• WHAT THE TASK REQUIRES:
Across the entries below, work out how many lines contain "label". Please give the number only.

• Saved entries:
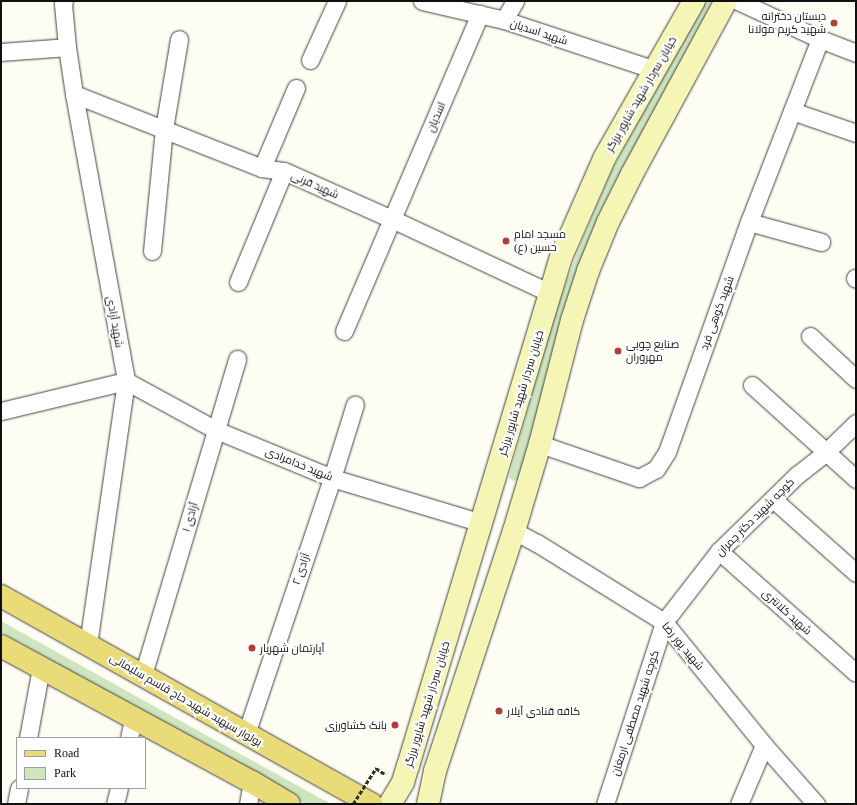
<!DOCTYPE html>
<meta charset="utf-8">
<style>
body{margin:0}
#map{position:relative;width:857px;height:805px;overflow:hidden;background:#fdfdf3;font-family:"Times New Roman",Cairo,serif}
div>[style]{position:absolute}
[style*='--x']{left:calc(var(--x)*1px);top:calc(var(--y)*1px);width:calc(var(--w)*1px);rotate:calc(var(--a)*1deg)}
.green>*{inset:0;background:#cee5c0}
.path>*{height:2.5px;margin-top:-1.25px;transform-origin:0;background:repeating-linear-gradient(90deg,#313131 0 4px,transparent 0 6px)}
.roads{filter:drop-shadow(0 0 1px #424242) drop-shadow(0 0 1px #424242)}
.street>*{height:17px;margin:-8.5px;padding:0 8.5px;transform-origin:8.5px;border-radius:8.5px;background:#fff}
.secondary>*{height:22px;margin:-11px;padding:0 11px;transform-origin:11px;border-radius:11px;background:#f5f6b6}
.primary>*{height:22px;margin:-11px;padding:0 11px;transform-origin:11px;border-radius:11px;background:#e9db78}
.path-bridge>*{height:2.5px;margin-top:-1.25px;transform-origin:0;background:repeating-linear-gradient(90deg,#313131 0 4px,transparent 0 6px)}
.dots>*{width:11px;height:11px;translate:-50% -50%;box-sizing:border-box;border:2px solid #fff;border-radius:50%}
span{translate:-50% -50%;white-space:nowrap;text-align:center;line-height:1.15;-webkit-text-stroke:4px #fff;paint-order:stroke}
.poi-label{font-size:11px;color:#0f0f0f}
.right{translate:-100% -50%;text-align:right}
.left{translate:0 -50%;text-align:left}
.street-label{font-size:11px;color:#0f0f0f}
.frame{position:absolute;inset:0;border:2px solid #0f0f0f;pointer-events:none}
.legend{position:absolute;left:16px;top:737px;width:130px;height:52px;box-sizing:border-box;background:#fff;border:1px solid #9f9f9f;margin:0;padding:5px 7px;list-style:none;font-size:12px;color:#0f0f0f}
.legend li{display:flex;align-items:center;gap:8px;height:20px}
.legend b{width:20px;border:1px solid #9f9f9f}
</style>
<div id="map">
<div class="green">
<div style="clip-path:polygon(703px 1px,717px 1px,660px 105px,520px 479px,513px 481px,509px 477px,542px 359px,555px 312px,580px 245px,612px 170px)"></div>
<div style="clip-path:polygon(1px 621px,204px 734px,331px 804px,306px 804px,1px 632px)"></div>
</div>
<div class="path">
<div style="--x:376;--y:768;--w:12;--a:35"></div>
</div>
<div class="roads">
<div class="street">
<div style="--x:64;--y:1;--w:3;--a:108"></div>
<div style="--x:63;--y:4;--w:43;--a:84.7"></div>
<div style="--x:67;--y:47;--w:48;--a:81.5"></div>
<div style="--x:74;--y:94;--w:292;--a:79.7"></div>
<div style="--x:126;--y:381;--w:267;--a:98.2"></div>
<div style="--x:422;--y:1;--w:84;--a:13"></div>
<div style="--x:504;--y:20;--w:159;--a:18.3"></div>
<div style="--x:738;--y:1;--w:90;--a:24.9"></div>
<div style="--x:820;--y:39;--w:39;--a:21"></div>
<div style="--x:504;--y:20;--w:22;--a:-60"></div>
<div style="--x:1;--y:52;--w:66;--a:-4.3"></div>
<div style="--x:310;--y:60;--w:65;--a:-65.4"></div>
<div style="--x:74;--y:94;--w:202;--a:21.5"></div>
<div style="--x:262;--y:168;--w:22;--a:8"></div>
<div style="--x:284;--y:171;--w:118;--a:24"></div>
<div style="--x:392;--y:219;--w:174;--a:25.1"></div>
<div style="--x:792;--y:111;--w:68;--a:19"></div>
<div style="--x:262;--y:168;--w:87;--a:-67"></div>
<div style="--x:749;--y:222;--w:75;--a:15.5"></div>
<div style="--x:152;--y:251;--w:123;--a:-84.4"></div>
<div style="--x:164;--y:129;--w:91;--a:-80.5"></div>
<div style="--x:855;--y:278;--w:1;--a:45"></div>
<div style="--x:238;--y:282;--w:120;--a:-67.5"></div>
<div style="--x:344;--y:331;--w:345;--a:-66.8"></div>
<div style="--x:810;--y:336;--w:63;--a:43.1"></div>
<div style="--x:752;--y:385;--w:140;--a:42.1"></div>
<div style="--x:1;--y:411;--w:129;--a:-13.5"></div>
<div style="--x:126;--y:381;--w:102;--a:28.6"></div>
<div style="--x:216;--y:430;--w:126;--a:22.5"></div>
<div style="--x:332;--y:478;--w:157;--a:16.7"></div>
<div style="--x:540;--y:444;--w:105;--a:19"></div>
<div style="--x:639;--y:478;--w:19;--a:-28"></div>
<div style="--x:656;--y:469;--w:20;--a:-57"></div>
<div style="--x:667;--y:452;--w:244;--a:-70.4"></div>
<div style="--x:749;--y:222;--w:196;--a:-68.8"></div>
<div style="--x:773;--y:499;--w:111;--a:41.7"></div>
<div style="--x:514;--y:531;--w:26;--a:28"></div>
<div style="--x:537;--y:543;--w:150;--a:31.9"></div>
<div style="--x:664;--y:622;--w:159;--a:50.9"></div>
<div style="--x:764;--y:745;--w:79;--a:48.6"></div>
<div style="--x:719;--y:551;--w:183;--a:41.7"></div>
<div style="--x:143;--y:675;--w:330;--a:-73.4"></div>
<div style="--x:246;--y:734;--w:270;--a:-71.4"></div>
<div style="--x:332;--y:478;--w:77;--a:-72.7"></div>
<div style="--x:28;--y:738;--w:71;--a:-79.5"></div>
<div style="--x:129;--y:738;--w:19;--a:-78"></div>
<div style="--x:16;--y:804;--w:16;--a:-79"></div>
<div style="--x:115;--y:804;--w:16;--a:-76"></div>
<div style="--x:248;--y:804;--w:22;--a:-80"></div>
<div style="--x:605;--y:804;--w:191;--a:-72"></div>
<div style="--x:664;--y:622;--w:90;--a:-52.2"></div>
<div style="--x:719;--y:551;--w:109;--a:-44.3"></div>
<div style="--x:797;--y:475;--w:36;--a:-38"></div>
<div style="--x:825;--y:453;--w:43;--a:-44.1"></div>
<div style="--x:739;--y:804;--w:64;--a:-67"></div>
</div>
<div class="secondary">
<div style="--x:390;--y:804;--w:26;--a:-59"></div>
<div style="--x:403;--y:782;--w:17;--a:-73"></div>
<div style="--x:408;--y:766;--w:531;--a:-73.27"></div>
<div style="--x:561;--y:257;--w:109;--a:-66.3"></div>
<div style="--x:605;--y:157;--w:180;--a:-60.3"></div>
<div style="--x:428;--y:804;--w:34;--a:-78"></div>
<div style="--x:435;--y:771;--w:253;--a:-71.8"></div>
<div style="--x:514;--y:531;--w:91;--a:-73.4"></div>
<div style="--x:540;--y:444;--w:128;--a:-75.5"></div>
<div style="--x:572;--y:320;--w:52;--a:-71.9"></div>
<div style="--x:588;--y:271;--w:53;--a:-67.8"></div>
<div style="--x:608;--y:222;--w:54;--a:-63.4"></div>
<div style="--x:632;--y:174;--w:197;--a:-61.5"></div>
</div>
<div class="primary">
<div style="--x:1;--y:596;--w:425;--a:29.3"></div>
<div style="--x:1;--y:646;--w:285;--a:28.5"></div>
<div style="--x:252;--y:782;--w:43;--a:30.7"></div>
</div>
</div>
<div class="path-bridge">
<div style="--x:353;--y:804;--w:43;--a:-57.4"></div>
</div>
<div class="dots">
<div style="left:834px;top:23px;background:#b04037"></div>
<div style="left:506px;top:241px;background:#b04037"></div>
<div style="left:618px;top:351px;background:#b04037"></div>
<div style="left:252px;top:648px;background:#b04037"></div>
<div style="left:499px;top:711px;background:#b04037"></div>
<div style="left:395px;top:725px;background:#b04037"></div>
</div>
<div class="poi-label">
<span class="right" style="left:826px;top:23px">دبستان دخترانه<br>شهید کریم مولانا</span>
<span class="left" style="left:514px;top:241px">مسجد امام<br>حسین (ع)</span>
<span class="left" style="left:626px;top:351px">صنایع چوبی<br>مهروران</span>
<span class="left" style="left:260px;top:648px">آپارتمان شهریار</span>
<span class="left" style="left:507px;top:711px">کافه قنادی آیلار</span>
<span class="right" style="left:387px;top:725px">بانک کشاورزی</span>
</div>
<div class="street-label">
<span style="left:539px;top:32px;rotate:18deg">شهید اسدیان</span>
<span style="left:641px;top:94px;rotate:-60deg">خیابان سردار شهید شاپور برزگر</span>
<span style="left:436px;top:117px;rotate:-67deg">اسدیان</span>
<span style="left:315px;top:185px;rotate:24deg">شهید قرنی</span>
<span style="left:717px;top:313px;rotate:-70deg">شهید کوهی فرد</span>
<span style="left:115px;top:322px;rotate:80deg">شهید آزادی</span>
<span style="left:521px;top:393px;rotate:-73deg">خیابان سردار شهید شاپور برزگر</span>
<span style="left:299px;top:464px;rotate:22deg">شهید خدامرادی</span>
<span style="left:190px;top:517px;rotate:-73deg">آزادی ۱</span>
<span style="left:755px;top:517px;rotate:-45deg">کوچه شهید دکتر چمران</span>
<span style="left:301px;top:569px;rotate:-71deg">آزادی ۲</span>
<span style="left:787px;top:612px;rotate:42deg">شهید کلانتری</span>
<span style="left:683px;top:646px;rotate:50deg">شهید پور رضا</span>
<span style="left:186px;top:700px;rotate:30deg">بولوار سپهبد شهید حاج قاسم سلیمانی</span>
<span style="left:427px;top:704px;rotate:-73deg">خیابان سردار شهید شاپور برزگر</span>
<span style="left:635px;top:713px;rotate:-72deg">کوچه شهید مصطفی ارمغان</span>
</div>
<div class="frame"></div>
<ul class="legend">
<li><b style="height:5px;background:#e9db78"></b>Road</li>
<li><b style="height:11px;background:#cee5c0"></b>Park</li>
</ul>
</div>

• RESPONSE TO THE TASK:
4